(Saved entries)
· · · ·
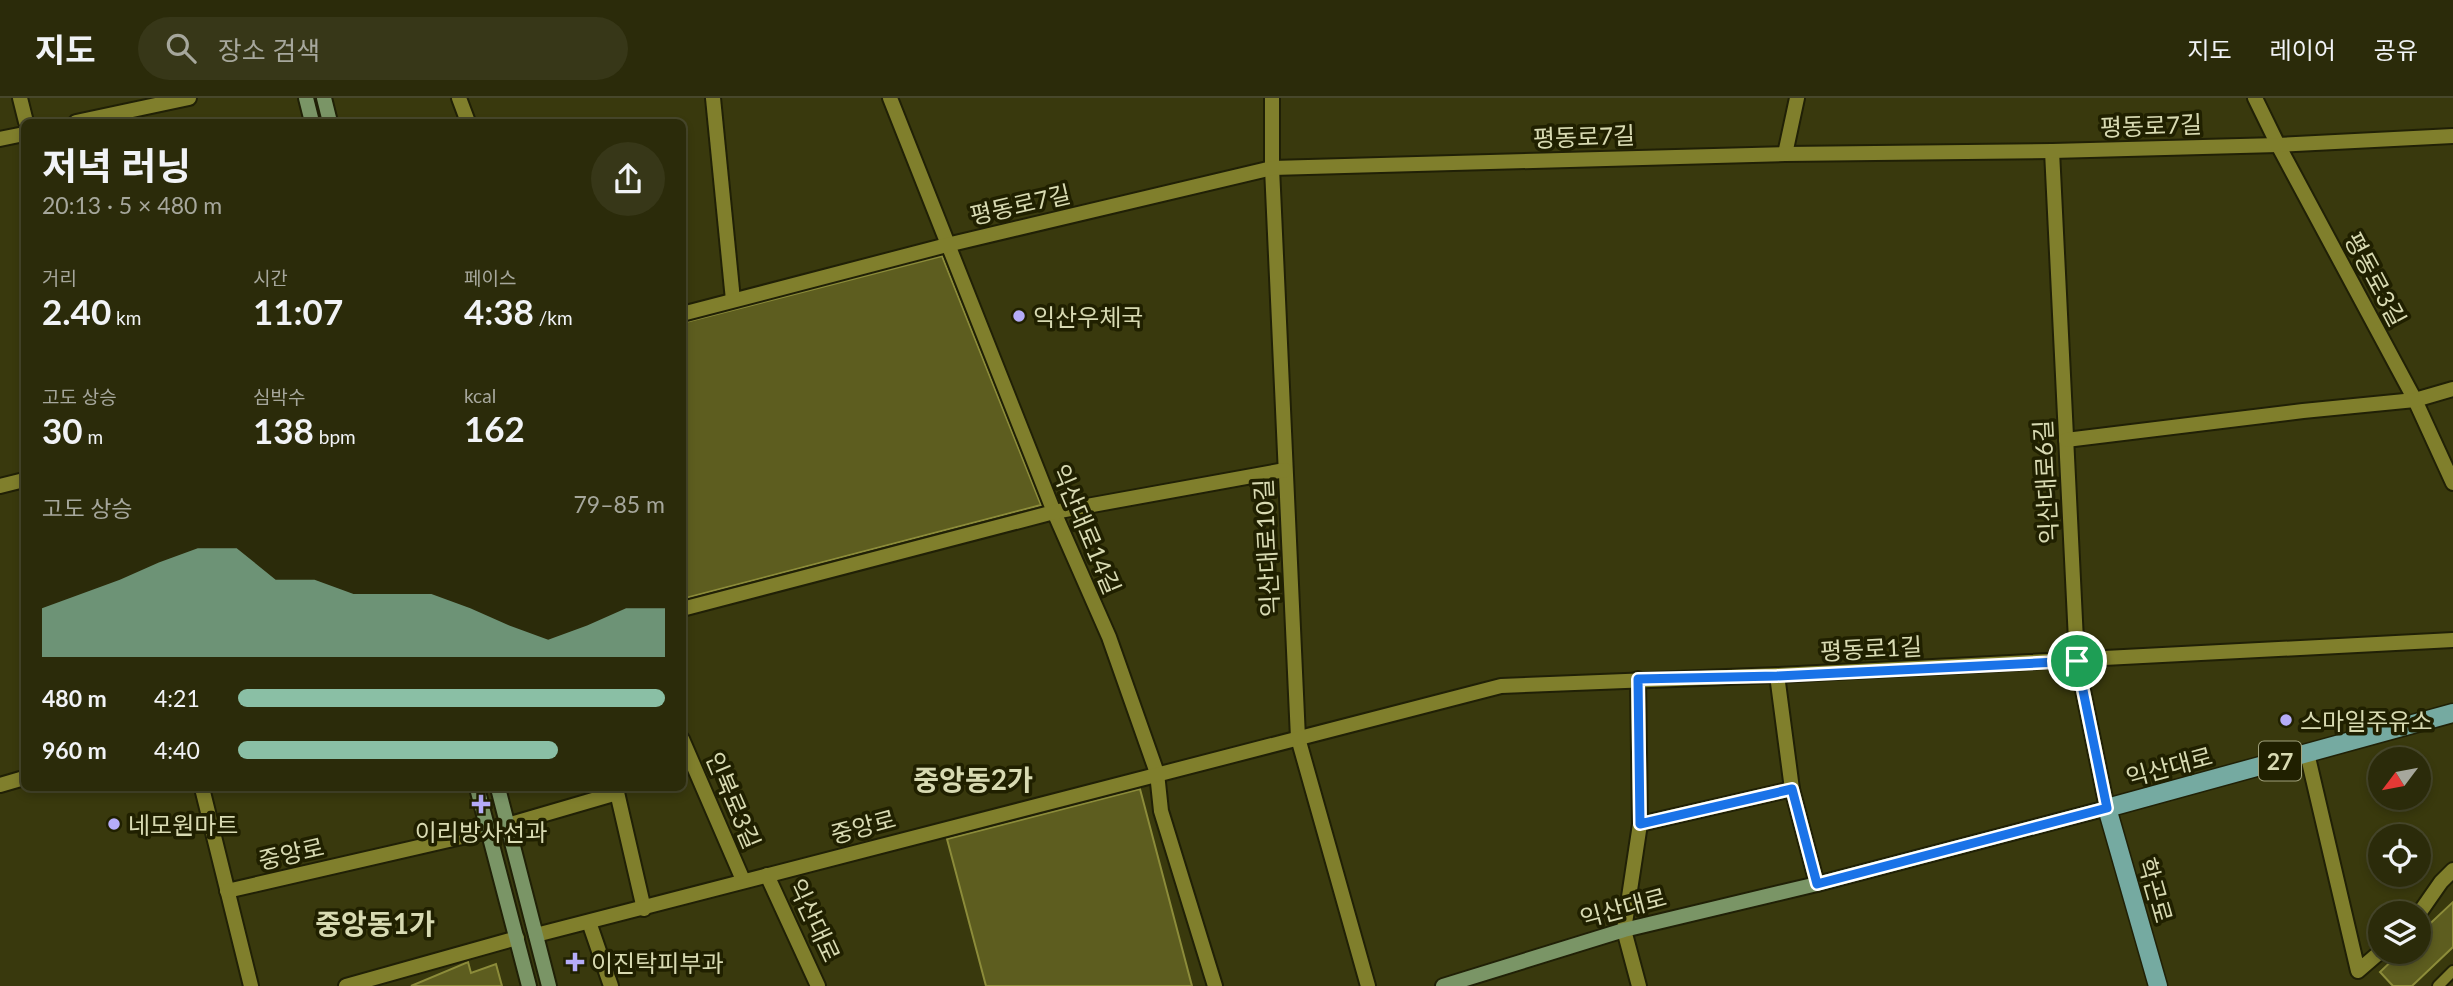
<!DOCTYPE html>
<html lang="ko">
<head>
<meta charset="utf-8">
<style>
	body { margin:0; font-family:Lato,"Noto Sans KR",sans-serif; background:#373718; color:#f1f3f6; height:100vh; display:flex; flex-direction:column; font-size:26px; white-space:nowrap }
	* { box-sizing:border-box; margin:0 }
	p { font-size:23px; color:#a6a79c }
	.icon { flex:none; width:38px; height:38px; fill:none; stroke:currentColor; stroke-width:2; stroke-linecap:round; stroke-linejoin:round }
	.map { position:relative; flex:1; overflow:hidden }
	.details { position:absolute; left:21px; top:21px; width:665px; height:672px; display:flex; flex-direction:column; background:#2b2b0a; border-radius:10px; box-shadow:0 4px 10px #0003,0 0 0 2px #47472b }
	.details>* { flex:none }
	.needle { width:46px; rotate:238deg }
	.controls { position:absolute; left:2368px; top:649px; display:grid; gap:14px }
	.controls a { display:grid; place-items:center; width:63px; height:63px; border-radius:50%; background:#2b2b0a; box-shadow:0 4px 10px #0003,0 0 0 2px #47472b; font-size:35px }
	.pin { position:absolute; display:grid; place-items:center; width:60px; height:60px; color:#fff; margin:-30px; border:4px solid #fff; border-radius:50%; box-shadow:0 2px 7px #0007 }
	.round { display:grid; place-items:center; flex:none; width:74px; height:74px; border-radius:37px; background:#373718 }
	.head { display:flex; align-items:center; justify-content:space-between; height:119px; padding:0 21px }
	h1 { font-size:38px; font-weight:700; line-height:52px }
	.figures { display:grid; grid-template-columns:repeat(3,1fr); gap:10px; height:119px; padding:7px 21px }
	.figures div { display:grid; align-content:center }
	.figures b { font-size:35px; font-weight:700 }
	.figures small { font-size:19px; font-weight:400 }
	.figures p { font-size:19px }
	.chart { height:196px; padding:14px 21px }
	.chart p { display:flex; justify-content:space-between }
	.chart svg { width:100%; height:126px; margin-top:7px; fill:#8abfa5; opacity:.7 }
	ul { padding:0 21px; list-style:none; font-size:23px }
	li { display:grid; grid-template-columns:112px 84px 1fr; align-items:center; height:52px }
	li i { height:18px; border-radius:9px; background:#8abfa5 }
	header { display:flex; align-items:center; gap:42px; box-sizing:border-box; height:98px; padding:0 35px; background:#2b2b0a; border-bottom:2px solid #47472b }
	header strong { font-size:33px }
	nav { display:flex; gap:38px; margin-inline-start:auto; font-size:24px }
	.search { width:490px; height:63px; background:#373718; display:flex; align-items:center; gap:18px; box-sizing:border-box; padding:0 24px; border-radius:38px; color:#a6a79c; font-size:26px }
	.map>svg:first-child { display:block }
	.building { fill:#5d5d1f; stroke:#8c8c3a; stroke-width:2 }
	.lines { fill:none; stroke-linecap:round; stroke-linejoin:round }
	.lane-casing { stroke:#202006; stroke-width:14 }
	.street-casing { stroke:#202006; stroke-width:18 }
	.secondary-casing { stroke:#202006; stroke-width:18 }
	.primary-casing { stroke:#202006; stroke-width:21 }
	.lane { stroke:#807f2c; stroke-width:10 }
	.street { stroke:#807f2c; stroke-width:14 }
	.secondary { stroke:#7a9566; stroke-width:14 }
	.primary { stroke:#75aaa1; stroke-width:18 }
	.route-casing { stroke:#fff; stroke-width:14 }
	.route { stroke:#1a73e8; stroke-width:9 }
	.poi-dot { fill:#b5acf8; stroke:#202000; stroke-width:2.5 }
	.labels { text-anchor:middle; dominant-baseline:central; stroke-width:7; stroke-linejoin:round; paint-order:stroke }
	.shield { fill:#202000; stroke:#a1a27d; stroke-width:2 }
	.shield-label { font-size:23px; font-weight:bold; fill:#d8dab2 }
	.street-label { font-size:24px; fill:#d8dab2; stroke:#202000 }
	.poi-label { font-size:24px; fill:#d8dab2; stroke:#202000; text-anchor:start }
	.quarter-label { font-size:28px; font-weight:bold; fill:#d8dab2; stroke:#202000 }
</style>
</head>
<body>
<header>
<strong>지도</strong>
<div class="search"><svg class="icon" aria-label="search" viewBox="0 0 24 24"><circle cx="10" cy="10" r="6"/><path d="M15 15l6 6"/></svg>장소 검색</div>
<nav><a>지도</a><a>레이어</a><a>공유</a></nav>
</header>
<div class="map">
<svg width="2453" height="888" viewBox="0 0 2453 888">
	<rect width="100%" height="100%" fill="#39390d"/>
	<g class="building">
		<polygon points="942,158 1041,407 682,501 682,225"/>
		<polygon points="1140,691 1192,888 986,888 947,741"/>
		<polygon points="2453,804 2453,849 2412,888 2393,888 2380,874 2401,854 2418,854 2418,837"/>
		<polygon points="468,864 471,875 496,866 502,888 411,888"/>
	</g>
	<g class="lines">
		<defs>
			<polyline id="lane" points="2438,888 2453,873"/>
			<g id="street">
				<polyline points="20,0 26,24"/>
				<polyline points="459,0 468,24"/>
				<polyline points="713,0 733,202"/>
				<polyline points="890,0 1054,414 1109,539 1157,675 1161,713 1215,888"/>
				<polyline points="1272,0 1272,70 1298,640 1368,888"/>
				<polyline points="2255,0 2278,47 2415,302 2453,385"/>
				<polyline points="76,24 189,0"/>
				<polyline points="0,41 24,36"/>
				<polyline points="2052,53 2077,563 2107,710"/>
				<polyline points="1785,56 1797,0"/>
				<polyline points="682,216 947,147 1272,70 1785,56 2052,53 2278,47 2453,38"/>
				<polyline points="2066,342 2303,313 2415,302 2453,291"/>
				<polyline points="0,388 24,382"/>
				<polyline points="682,511 1054,414 1285,372"/>
				<polyline points="1777,577 1792,691 1817,786"/>
				<polyline points="1638,581 1640,726 1624,832 1639,888"/>
				<polyline points="682,641 743,782"/>
				<polyline points="2307,655 2358,873 2380,854"/>
				<polyline points="0,687 24,680"/>
				<polyline points="202,690 251,888"/>
				<polyline points="616,690 644,811"/>
				<polyline points="1640,726 1792,691"/>
				<polyline points="507,727 617,695"/>
				<polyline points="767,777 818,888"/>
				<polyline points="227,793 488,733"/>
				<polyline points="2418,817 2441,784 2453,772"/>
				<polyline points="589,824 611,888"/>
				<polyline points="536,837 1501,588 1777,577 2453,542"/>
				<polyline points="346,888 517,840"/>
			</g>
			<g id="secondary">
				<polyline points="306,0 312,24"/>
				<polyline points="324,0 330,24"/>
				<polyline points="477,690 529,888"/>
				<polyline points="498,690 549,888"/>
				<polyline points="1443,888 1624,832 1817,786 2107,710"/>
			</g>
			<polyline id="primary" points="2158,888 2107,710 2453,615"/>
		</defs>
		<use href="#lane" class="lane-casing"/>
		<use href="#street" class="street-casing"/>
		<use href="#secondary" class="secondary-casing"/>
		<use href="#primary" class="primary-casing"/>
		<use href="#lane" class="lane"/>
		<use href="#street" class="street"/>
		<use href="#secondary" class="secondary"/>
		<use href="#primary" class="primary"/>
	</g>
	<g class="lines">
		<defs>
			<polygon id="route" points="2077,563 2107,710 1817,786 1792,691 1640,726 1638,581 1777,578"/>
		</defs>
		<use href="#route" class="route-casing"/>
		<use href="#route" class="route"/>
	</g>
	<g class="poi-dot">
		<circle cx="1019" cy="218" r="7"/>
		<circle cx="2286" cy="622" r="7"/>
		<path d="M477.5 695.5h7v7h7v7h-7v7h-7v-7h-7v-7h7z"/>
		<circle cx="114" cy="726" r="7"/>
		<path d="M571.5 853.5h7v7h7v7h-7v7h-7v-7h-7v-7h7z"/>
	</g>
	<g class="labels">
		<rect class="shield" x="2259" y="643.5" width="42" height="39" rx="5"/>
		<g class="shield-label">
			<text x="2280" y="663">27</text>
		</g>
		<g class="street-label">
			<text transform="translate(2151 27) rotate(-2)">평동로7길</text>
			<text transform="translate(1584 38) rotate(-2)">평동로7길</text>
			<text transform="translate(1020 106) rotate(-13)">평동로7길</text>
			<text transform="translate(2376 181) rotate(62)">평동로3길</text>
			<text transform="translate(2045 384) rotate(-93)">익산대로6길</text>
			<text transform="translate(1087 431) rotate(67)">익산대로14길</text>
			<text transform="translate(1266 450) rotate(-93)">익산대로10길</text>
			<text transform="translate(1871 550) rotate(-3)">평동로1길</text>
			<text transform="translate(2169 668) rotate(-15)">익산대로</text>
			<text transform="translate(734 702) rotate(67)">인북로3길</text>
			<text transform="translate(863 728) rotate(-15)">중앙로</text>
			<text transform="translate(291 755) rotate(-13)">중앙로</text>
			<text transform="translate(2156 792) rotate(74)">학곤로</text>
			<text transform="translate(1623 809) rotate(-15)">익산대로</text>
			<text transform="translate(815 822) rotate(65)">익산대로</text>
		</g>
		<g class="poi-label">
			<text x="1033" y="218">익산우체국</text>
			<text x="2300" y="622">스마일주유소</text>
			<text x="128" y="726">네모원마트</text>
			<text x="481" y="733" text-anchor="middle">이리방사선과</text>
			<text x="591" y="864">이진탁피부과</text>
		</g>
		<g class="quarter-label">
			<text x="973" y="681">중앙동2가</text>
			<text x="375" y="825">중앙동1가</text>
		</g>
	</g>
</svg>
<div class="controls">
<a><svg class="needle" viewBox="-14 -14 28 28"><path d="M0-13l5 13h-10z" fill="#e53935"/><path d="M0 13l5-13h-10z" fill="#a6a79c"/></svg></a>
<a><svg class="icon" aria-label="locate" viewBox="0 0 24 24"><circle cx="12" cy="12" r="6"/><path d="M12 2v4M12 18v4M2 12h4M18 12h4"/></svg></a>
<a><svg class="icon" aria-label="layers" viewBox="0 0 24 24"><path d="M12 4l9 5-9 5-9-5zM3 14l9 5 9-5"/></svg></a>
</div>
<div class="pin" style="left:2077px;top:563px;background:#1e9e55"><svg class="icon" aria-label="arrive" viewBox="0 0 24 24"><path d="M6 21V4h12l-3 4 3 4H6"/></svg></div>
<section class="details">
<div class="head"><div><h1>저녁 러닝</h1><p>20:13 · 5 × 480 m</p></div><a class="round"><svg class="icon" aria-label="share" viewBox="0 0 24 24"><path d="M12 15V3M7 8l5-5 5 5M5 13v7h14v-7"/></svg></a></div>
<div class="figures">
<div><p>거리</p><b>2.40<small> km</small></b></div>
<div><p>시간</p><b>11:07</b></div>
<div><p>페이스</p><b>4:38<small> /km</small></b></div>
</div>
<div class="figures">
<div><p>고도 상승</p><b>30<small> m</small></b></div>
<div><p>심박수</p><b>138<small> bpm</small></b></div>
<div><p>kcal</p><b>162</b></div>
</div>
<div class="chart"><p><span>고도 상승</span>79–85 m</p>
<svg viewBox="0 0 160 44" preserveAspectRatio="none"><path d="M0 44V27L10 22L20 17L30 11L40 6L50 6L60 17L70 17L80 22L90 22L100 22L110 27L120 33L130 38L140 33L150 27L160 27V44z"/></svg>
</div>
<ul>
<li><b>480 m</b>4:21<i style="width:100%"></i></li>
<li><b>960 m</b>4:40<i style="width:75%"></i></li>
</ul>
</section>
</div>
</body>
</html>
· · · ·
▶ _TRY IT_
Look through the entries above and quote exactly the lines from the line with "display:flex; align-items:center; gap:42px;" to the line with "width:490px; height:63px; background:#373718;", counting both of those lines.

▶ _FINISHED TASK_
	header { display:flex; align-items:center; gap:42px; box-sizing:border-box; height:98px; padding:0 35px; background:#2b2b0a; border-bottom:2px solid #47472b }
	header strong { font-size:33px }
	nav { display:flex; gap:38px; margin-inline-start:auto; font-size:24px }
	.search { width:490px; height:63px; background:#373718; display:flex; align-items:center; gap:18px; box-sizing:border-box; padding:0 24px; border-radius:38px; color:#a6a79c; font-size:26px }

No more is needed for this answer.